- What to do -
The line containing "flex:none; width:38px; height:38px;" marks the end: output every line of the data up to it, and that line too, exactly as written.

+++ Data for processing

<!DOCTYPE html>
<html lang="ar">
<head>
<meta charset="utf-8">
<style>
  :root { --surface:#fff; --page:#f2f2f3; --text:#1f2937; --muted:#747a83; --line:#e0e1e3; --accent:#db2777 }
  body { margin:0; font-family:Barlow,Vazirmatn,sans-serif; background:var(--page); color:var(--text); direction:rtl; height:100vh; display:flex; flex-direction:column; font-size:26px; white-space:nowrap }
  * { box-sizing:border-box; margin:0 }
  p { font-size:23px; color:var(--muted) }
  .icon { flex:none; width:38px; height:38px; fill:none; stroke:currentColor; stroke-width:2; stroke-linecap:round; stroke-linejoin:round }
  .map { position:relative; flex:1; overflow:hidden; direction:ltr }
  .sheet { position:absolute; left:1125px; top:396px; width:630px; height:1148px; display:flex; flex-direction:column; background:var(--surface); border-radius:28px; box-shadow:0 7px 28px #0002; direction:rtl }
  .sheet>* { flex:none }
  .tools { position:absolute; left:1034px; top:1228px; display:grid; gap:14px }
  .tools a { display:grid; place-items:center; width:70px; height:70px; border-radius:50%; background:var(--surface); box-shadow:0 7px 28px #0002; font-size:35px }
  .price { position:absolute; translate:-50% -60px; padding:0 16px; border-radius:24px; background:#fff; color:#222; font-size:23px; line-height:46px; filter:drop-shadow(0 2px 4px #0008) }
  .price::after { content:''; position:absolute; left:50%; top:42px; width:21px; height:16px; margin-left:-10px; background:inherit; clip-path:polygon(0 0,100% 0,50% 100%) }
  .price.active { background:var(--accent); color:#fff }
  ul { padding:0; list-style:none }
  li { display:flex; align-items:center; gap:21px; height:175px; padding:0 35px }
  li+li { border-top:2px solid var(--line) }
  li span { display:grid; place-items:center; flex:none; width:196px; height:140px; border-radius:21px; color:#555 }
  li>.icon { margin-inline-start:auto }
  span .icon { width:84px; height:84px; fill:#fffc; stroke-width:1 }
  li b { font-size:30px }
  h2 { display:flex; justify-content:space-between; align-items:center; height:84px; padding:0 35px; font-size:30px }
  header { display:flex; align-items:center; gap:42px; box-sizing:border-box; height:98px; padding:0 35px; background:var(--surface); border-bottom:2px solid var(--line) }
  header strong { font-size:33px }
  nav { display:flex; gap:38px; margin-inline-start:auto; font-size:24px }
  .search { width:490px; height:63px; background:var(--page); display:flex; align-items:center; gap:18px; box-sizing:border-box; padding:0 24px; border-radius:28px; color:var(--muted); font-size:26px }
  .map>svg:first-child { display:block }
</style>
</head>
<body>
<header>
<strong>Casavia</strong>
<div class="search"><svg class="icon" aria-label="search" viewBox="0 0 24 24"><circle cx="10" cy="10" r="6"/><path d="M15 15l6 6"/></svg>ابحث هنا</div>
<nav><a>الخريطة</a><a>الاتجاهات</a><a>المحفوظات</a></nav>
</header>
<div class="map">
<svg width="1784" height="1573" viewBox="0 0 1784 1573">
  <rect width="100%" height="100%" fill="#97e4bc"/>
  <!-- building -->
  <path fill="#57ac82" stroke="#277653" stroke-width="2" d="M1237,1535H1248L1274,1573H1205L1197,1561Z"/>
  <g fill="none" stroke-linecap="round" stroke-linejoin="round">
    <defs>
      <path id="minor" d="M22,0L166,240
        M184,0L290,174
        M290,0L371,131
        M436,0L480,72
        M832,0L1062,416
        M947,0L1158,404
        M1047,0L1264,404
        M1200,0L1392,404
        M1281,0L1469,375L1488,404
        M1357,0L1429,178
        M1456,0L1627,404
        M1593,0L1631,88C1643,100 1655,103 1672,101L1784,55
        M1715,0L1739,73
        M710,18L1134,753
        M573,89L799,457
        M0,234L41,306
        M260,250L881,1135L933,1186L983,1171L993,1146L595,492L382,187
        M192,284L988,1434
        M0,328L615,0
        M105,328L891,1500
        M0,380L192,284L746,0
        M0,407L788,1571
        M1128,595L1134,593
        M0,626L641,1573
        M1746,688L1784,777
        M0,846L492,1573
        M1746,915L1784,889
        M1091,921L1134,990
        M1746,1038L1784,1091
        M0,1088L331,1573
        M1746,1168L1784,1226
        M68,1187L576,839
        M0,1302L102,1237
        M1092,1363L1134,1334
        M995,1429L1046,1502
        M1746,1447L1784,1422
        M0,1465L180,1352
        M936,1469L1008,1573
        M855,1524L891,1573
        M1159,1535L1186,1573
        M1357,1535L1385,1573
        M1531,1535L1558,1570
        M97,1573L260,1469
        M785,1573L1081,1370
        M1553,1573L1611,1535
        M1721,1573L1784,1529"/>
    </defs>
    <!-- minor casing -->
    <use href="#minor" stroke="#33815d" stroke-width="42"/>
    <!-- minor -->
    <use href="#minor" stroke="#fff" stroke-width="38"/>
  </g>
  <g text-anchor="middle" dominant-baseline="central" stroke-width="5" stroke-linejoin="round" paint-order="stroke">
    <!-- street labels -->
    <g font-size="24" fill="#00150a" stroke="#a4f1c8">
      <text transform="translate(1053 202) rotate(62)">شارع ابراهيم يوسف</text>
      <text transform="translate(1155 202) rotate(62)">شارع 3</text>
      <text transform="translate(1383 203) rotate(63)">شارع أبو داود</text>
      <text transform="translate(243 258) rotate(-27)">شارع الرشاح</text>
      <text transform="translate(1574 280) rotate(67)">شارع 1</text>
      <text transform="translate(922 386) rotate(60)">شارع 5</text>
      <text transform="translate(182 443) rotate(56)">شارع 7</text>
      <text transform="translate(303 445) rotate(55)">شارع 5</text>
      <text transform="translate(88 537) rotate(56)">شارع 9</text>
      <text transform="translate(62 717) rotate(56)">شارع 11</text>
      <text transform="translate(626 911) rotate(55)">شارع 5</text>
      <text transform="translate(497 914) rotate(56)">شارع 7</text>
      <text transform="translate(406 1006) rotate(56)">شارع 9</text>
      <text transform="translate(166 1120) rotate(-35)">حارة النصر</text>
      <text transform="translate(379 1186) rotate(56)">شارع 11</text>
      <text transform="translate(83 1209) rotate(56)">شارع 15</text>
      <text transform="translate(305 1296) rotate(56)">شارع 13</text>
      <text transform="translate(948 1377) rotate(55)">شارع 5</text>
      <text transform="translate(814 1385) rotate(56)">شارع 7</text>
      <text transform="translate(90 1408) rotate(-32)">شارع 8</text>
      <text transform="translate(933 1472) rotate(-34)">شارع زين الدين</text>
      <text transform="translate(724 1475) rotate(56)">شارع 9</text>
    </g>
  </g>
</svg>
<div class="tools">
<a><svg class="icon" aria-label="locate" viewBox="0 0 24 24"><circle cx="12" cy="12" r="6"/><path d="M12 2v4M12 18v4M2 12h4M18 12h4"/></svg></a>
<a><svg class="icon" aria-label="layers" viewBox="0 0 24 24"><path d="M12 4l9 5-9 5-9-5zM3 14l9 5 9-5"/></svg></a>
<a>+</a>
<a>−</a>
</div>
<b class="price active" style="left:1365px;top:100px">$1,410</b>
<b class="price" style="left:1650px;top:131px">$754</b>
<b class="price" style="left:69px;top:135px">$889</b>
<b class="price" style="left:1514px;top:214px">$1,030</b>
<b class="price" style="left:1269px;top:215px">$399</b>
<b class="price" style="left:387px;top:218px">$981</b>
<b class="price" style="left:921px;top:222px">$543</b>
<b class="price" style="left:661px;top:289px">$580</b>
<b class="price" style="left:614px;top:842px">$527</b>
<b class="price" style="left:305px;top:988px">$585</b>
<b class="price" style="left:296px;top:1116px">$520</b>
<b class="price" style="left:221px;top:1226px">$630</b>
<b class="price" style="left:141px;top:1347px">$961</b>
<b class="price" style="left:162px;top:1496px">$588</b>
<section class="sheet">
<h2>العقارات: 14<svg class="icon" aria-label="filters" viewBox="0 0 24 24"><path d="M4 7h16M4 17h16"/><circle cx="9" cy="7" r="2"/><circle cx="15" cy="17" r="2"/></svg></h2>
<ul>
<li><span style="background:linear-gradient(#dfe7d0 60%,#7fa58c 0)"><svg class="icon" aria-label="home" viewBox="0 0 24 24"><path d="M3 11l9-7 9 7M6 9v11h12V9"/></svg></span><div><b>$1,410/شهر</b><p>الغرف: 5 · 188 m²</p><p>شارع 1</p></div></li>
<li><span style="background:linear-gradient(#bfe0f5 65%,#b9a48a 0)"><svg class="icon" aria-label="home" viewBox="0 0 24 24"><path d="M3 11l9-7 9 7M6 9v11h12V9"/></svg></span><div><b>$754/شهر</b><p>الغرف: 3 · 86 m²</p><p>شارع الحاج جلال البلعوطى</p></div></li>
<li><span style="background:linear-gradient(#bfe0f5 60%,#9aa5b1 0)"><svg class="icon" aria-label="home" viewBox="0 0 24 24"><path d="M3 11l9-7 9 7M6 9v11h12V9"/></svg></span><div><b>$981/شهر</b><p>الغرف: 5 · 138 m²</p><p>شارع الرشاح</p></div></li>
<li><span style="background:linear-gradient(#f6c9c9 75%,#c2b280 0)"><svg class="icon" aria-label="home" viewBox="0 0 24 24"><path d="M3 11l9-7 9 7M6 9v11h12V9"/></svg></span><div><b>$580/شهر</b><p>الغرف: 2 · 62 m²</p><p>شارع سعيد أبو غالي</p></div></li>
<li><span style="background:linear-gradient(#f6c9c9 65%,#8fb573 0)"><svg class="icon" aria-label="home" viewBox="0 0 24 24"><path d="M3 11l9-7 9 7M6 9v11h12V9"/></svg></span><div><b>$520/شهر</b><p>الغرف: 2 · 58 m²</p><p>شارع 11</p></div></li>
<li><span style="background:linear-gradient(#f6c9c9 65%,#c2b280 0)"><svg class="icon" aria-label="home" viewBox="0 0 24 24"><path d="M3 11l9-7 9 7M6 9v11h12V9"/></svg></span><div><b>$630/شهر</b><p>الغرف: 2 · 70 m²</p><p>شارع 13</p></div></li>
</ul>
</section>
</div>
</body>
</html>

++++++

- Solution for this exercise -
<!DOCTYPE html>
<html lang="ar">
<head>
<meta charset="utf-8">
<style>
  :root { --surface:#fff; --page:#f2f2f3; --text:#1f2937; --muted:#747a83; --line:#e0e1e3; --accent:#db2777 }
  body { margin:0; font-family:Barlow,Vazirmatn,sans-serif; background:var(--page); color:var(--text); direction:rtl; height:100vh; display:flex; flex-direction:column; font-size:26px; white-space:nowrap }
  * { box-sizing:border-box; margin:0 }
  p { font-size:23px; color:var(--muted) }
  .icon { flex:none; width:38px; height:38px; fill:none; stroke:currentColor; stroke-width:2; stroke-linecap:round; stroke-linejoin:round }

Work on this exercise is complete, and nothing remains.